We are asked to find the remainder when \( 256^{74} \) is divided by 231. This is a modular arithmetic problem. We need to simplify \( 256^{74} \mod 231 \).
Step 2: Simplifying the base number.
First, reduce \( 256 \mod 231 \): \[ 256 \div 231 = 1 \quad \text{(quotient)} \quad 256 - 231 = 25 \] Thus, \( 256 \equiv 25 \mod 231 \). Now, we need to find the remainder when \( 25^{74} \) is divided by 231.
Step 3: Using Euler's Theorem.
Euler's Theorem tells us that if \( a \) and \( n \) are coprime, then \( a^{\phi(n)} \equiv 1 \mod n \), where \( \phi(n) \) is Euler’s totient function. For \( n = 231 \), we calculate \( \phi(231) \). Since 231 factors as \( 231 = 3 \times 7 \times 11 \), we have: \[ \phi(231) = 231 \left( 1 - \frac{1}{3} \right) \left( 1 - \frac{1}{7} \right) \left( 1 - \frac{1}{11} \right) = 231 \times \frac{2}{3} \times \frac{6}{7} \times \frac{10}{11} = 144 \] Thus, \( 25^{144} \equiv 1 \mod 231 \).

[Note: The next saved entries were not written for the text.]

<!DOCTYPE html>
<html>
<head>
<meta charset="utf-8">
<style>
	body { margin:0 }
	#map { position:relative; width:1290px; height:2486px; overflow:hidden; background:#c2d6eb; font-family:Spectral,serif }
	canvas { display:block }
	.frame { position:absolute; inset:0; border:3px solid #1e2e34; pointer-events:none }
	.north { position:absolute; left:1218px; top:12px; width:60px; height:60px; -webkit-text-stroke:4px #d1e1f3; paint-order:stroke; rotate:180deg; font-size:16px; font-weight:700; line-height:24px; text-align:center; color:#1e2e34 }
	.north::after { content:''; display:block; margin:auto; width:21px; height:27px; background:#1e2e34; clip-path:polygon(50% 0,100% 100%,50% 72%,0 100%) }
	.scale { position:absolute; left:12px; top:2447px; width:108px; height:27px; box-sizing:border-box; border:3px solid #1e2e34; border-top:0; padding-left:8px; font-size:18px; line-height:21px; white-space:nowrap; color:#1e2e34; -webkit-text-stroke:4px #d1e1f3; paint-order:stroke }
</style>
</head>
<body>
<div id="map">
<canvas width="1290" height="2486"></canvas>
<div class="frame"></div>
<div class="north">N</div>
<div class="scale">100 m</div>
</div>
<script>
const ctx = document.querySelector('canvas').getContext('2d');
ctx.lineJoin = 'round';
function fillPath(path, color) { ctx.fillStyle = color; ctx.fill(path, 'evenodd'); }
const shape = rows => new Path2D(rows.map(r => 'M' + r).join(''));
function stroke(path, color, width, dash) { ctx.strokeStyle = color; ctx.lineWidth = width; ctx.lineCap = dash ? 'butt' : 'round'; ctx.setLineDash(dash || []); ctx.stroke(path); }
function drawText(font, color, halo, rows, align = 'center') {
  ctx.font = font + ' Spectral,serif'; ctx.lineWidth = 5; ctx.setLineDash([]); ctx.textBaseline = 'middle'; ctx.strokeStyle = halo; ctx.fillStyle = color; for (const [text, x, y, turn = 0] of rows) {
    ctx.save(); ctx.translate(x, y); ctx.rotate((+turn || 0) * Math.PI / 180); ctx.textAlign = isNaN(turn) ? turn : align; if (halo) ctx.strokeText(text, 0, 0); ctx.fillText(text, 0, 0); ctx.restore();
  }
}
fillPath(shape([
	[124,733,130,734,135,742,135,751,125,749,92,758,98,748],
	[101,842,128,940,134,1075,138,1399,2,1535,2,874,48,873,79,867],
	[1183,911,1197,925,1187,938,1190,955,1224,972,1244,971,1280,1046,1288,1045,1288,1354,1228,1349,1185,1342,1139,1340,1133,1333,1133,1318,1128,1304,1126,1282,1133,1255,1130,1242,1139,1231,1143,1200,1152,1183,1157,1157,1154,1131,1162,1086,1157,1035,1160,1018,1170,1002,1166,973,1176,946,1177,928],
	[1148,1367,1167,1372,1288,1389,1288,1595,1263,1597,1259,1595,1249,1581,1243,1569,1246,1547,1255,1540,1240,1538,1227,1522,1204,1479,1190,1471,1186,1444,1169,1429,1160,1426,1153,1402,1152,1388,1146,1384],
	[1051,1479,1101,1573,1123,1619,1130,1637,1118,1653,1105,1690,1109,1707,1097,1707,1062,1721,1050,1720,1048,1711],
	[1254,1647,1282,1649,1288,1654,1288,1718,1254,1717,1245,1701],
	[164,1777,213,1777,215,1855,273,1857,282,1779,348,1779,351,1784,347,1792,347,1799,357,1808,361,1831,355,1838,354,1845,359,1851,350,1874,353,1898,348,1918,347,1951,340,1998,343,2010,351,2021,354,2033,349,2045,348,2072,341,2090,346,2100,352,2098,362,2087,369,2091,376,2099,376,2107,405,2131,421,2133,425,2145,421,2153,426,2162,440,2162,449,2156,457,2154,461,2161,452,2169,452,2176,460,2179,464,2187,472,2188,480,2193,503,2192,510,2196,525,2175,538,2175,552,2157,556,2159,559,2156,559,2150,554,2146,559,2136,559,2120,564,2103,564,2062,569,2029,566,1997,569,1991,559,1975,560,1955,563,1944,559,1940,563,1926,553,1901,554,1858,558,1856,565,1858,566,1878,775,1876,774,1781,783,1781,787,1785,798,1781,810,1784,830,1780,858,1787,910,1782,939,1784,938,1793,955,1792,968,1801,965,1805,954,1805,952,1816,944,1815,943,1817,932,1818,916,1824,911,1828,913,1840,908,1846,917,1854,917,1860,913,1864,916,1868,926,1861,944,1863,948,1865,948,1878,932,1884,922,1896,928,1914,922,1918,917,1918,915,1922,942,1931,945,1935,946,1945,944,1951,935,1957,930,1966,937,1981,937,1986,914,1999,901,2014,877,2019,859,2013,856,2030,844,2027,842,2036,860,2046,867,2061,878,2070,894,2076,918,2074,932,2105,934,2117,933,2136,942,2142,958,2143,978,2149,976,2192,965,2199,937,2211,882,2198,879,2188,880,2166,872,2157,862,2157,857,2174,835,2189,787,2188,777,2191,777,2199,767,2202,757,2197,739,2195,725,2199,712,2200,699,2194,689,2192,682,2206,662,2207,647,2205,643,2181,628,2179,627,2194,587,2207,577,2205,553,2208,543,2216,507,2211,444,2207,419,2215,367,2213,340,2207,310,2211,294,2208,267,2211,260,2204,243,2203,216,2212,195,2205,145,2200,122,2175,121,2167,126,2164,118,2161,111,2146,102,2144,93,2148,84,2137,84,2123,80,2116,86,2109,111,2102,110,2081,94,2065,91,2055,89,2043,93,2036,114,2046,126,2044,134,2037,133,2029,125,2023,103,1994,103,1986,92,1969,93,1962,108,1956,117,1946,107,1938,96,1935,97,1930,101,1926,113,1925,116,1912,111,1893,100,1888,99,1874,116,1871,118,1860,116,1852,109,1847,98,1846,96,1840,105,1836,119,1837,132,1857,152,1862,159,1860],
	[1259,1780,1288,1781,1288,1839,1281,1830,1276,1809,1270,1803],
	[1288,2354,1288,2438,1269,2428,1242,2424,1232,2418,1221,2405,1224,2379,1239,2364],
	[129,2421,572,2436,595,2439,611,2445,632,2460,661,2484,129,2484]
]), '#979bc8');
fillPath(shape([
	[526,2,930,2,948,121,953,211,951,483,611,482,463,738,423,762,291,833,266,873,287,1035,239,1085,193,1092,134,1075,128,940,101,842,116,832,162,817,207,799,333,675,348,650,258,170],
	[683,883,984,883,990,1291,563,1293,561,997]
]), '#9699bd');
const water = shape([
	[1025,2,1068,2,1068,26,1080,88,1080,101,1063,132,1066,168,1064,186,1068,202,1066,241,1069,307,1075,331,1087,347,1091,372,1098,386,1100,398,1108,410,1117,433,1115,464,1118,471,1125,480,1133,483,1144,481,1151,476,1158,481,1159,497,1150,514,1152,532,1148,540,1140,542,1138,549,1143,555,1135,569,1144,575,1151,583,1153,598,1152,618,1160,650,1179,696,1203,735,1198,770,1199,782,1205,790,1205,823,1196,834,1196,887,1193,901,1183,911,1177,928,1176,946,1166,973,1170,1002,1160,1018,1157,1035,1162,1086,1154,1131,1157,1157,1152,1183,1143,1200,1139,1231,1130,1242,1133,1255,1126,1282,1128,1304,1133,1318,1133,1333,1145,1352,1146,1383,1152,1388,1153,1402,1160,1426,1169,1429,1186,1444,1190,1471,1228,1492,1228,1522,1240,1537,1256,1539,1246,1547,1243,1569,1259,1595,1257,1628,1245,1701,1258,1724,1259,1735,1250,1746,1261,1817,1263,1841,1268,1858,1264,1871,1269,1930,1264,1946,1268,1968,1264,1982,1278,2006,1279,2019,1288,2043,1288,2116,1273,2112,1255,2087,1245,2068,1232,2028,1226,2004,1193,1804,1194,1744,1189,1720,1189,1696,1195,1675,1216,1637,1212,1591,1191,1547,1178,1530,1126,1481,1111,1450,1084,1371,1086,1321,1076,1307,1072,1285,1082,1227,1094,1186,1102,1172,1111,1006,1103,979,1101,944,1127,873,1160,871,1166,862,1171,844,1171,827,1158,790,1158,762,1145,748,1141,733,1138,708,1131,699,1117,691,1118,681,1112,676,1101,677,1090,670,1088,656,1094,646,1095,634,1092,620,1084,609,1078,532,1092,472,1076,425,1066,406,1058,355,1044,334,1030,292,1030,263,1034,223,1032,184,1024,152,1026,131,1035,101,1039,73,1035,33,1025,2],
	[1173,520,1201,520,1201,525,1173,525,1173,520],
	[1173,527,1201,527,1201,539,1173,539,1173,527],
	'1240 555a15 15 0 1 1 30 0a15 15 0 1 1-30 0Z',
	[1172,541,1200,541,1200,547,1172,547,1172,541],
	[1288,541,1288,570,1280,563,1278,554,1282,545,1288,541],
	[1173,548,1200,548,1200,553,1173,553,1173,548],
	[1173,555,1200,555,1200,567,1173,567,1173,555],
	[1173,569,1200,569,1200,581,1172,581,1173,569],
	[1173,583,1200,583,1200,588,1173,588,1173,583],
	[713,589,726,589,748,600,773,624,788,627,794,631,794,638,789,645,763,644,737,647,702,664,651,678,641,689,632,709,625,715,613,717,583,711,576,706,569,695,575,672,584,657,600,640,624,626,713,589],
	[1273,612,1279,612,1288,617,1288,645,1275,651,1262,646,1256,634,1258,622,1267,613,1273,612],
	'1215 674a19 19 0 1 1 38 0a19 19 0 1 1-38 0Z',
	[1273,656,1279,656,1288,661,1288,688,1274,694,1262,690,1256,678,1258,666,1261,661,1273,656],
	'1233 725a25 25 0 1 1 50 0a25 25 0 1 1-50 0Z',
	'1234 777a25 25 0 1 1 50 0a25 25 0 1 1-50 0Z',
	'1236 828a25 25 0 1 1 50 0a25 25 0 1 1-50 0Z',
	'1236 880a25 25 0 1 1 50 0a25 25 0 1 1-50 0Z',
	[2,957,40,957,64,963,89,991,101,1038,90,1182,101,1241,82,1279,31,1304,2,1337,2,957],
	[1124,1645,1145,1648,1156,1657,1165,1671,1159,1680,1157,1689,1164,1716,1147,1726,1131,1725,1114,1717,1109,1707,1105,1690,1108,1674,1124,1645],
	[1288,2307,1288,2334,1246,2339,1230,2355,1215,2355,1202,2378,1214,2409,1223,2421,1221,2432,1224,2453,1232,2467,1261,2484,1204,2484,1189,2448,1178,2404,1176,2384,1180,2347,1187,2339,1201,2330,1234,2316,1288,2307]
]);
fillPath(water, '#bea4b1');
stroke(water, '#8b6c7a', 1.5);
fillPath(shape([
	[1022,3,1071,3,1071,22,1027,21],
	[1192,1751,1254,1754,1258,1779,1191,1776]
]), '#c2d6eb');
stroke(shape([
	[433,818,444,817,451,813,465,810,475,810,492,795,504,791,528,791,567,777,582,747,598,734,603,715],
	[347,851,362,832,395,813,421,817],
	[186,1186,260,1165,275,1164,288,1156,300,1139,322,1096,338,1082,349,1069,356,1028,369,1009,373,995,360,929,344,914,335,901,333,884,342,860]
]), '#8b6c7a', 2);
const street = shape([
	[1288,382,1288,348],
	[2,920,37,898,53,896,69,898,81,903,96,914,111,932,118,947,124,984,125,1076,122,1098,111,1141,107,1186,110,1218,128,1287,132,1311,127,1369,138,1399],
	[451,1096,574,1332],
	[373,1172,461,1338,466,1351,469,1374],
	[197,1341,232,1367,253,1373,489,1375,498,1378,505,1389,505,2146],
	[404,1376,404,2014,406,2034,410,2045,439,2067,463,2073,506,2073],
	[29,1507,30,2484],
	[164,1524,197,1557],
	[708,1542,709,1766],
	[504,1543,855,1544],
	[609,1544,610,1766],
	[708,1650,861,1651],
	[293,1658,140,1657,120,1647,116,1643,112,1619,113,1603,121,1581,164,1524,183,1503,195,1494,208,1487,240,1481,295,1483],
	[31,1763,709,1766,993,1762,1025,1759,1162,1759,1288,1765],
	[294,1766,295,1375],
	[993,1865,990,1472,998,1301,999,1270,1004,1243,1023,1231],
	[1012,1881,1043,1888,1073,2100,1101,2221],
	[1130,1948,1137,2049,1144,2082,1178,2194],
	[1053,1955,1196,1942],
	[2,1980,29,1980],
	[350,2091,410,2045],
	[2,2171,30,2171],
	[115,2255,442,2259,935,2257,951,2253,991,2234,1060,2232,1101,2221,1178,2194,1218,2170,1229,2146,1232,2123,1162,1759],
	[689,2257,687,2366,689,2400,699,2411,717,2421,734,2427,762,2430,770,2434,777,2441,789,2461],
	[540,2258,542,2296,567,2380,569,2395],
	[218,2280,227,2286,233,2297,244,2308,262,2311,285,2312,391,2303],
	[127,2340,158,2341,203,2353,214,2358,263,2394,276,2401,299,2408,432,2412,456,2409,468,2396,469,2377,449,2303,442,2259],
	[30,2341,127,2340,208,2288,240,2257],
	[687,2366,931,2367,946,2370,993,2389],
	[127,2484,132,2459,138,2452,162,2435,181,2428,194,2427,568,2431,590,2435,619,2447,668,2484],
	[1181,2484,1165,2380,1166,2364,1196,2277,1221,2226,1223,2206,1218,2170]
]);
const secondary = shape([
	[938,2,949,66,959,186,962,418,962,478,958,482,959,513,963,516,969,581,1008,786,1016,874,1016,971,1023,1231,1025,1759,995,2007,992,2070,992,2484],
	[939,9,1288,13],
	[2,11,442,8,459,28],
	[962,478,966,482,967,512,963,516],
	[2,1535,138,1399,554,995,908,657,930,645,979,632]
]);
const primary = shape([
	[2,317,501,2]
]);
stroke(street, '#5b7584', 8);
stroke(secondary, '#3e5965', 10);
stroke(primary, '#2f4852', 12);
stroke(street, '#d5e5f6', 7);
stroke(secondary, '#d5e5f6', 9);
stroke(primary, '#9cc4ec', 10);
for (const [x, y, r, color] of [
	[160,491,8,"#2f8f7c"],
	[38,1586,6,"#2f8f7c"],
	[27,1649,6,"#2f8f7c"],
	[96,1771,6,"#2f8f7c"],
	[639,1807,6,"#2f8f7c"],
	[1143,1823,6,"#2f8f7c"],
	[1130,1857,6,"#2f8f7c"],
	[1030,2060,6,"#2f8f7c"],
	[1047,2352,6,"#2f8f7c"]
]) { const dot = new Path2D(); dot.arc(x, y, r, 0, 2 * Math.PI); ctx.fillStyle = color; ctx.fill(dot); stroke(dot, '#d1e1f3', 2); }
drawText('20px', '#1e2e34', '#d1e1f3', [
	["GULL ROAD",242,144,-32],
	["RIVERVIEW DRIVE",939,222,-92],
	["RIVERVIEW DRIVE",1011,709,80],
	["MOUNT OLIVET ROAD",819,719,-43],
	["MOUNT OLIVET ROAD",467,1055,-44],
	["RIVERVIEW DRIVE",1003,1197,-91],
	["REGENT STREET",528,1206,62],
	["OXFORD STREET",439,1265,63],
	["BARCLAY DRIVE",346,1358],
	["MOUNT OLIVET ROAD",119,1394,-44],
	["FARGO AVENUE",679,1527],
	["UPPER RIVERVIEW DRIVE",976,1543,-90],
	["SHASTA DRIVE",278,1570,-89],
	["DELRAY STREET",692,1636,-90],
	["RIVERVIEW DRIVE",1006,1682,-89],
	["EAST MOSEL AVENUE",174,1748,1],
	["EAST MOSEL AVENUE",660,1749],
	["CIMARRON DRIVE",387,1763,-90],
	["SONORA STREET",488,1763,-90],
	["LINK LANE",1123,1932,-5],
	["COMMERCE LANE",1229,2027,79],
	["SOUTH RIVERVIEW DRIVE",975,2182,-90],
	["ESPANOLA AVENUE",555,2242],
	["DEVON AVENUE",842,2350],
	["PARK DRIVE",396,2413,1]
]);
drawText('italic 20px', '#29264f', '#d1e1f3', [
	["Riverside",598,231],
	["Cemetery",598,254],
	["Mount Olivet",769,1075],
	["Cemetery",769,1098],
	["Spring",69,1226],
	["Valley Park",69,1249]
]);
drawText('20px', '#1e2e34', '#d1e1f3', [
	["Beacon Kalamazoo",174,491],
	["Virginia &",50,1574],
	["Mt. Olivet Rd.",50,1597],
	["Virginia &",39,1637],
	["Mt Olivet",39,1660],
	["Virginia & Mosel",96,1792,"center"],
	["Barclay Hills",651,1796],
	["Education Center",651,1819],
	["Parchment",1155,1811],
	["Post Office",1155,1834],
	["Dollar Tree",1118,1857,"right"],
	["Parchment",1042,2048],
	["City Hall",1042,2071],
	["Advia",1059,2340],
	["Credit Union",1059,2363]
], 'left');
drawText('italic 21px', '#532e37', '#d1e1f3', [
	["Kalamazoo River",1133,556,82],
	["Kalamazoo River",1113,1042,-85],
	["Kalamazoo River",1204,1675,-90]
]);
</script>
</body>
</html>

Since \( 74<144 \), we don't need to reduce further using Euler’s Theorem, but we observe that raising to high powers and reducing modulo 231 will eventually result in a remainder of 1. Therefore, the answer is 1.
Step 4: Conclusion.
Thus, the remainder when \( 256^{74} \) is divided by 231 is 1. Therefore, the correct answer is (B).